Selain itu, bencana alam juga menjadi ujian berat. Pada 1990, longsor besar melanda, menghancurkan bangunan sekolah hingga rata dengan tanah. Para guru bersama Kepala Sekolah saat itu berjuang keras agar sekolah tetap berdiri. Dengan bantuan Dinas Pendidikan, sekolah akhirnya direhabilitasi.
Namun, ujian belum berakhir. Pada 2005, pohon besar tumbang dan merusak bangunan sekolah, diikuti oleh kebakaran hebat yang menghancurkan sekolah dan rumah-rumah warga sekitar.

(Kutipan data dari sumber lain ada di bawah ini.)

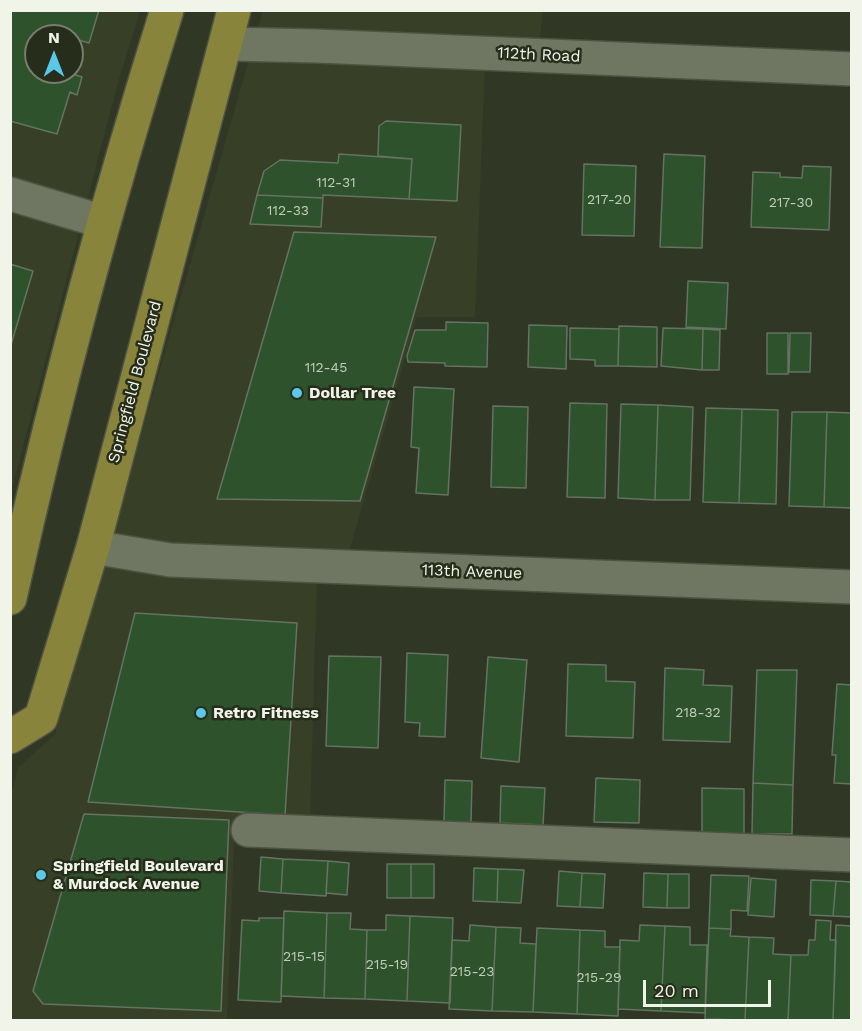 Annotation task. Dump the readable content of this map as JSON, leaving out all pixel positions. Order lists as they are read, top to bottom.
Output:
{
  "streets": {
    "main road": ["Springfield Boulevard"],
    "street": ["112th Road", "113th Avenue"]
  },
  "crossings": [
    ["112th Road", "Springfield Boulevard"],
    ["Springfield Boulevard", "113th Avenue"]
  ],
  "places": ["Dollar Tree", "Retro Fitness", "Springfield Boulevard & Murdock Avenue"],
  "house_numbers": [
    "112-31",
    "217-20",
    "217-30",
    "112-33",
    "112-45",
    "218-32",
    "215-15",
    "215-19",
    "215-23",
    "215-29"
  ],
  "scale_bar": "20 m",
  "north": "top"
} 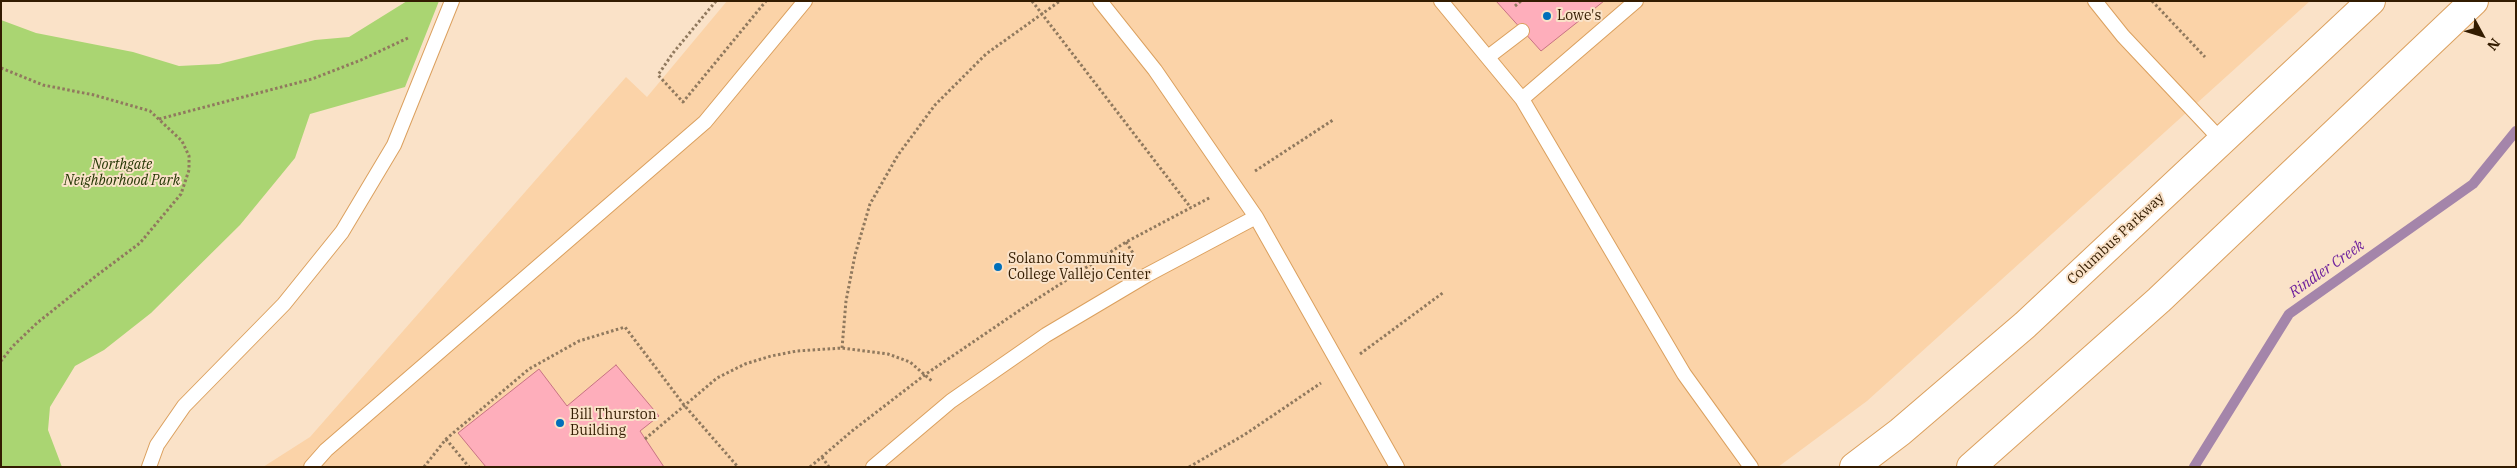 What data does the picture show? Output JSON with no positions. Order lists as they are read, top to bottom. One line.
{"streets":{"main road":["Columbus Parkway"]},"water":["Rindler Creek"],"parks":["Northgate Neighborhood Park"],"places":["Lowe's","Solano Community College Vallejo Center","Bill Thurston Building"],"north":"bottom right"}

Meski pernah dijuluki “kandang hewan,” SD Inpres Gurabesi kini justru menjadi primadona masyarakat. Bahkan pada tahun 2003, sekolah ini dinobatkan sebagai salah satu sekolah terbaik di Kota Jayapura, mengalahkan sekolah-sekolah negeri dan swasta lainnya. Bahkan, dari sekolah inilah lahir generasi-generasi hebat Papua, termasuk dosen, pengusaha, politisi, dan guru.
Salah satu alumni pertama sekolah ini, Alfius Haninam, kini menjadi dosen di Sekolah Teologi Atas dan Kejuruan Injili (STAKIN) Sentani. Kisah sukses seperti ini menjadi bukti nyata bahwa keterbatasan bukanlah penghalang untuk meraih prestasi.
Saat menjabat sebagai kepala sekolah dari 2010 hingga 2016, Dorkas Waimuri membawa perubahan besar. Ia memperbaiki tata ruang kelas agar lebih nyaman dan meningkatkan kesejahteraan guru.
“Saya ingin anak-anak merasa senang dan fokus belajar di sini,” ujar perintis dan mantan SDN Inpres Gurabesi itu saat ditemui Cendrawasih pos di kediamannya, Kamis (16/1).
Setelah pensiun, tongkat estafet kepimpinan kepala sekolah diserahkan kepada Magdalena Samba. Ia meneruskan perjuangan para pendahulunya. Fokus utamanya adalah meningkatkan kapasitas tenaga pendidik dan peserta didik agar SD Inpres Gurabesi tetap unggul di tengah persaingan.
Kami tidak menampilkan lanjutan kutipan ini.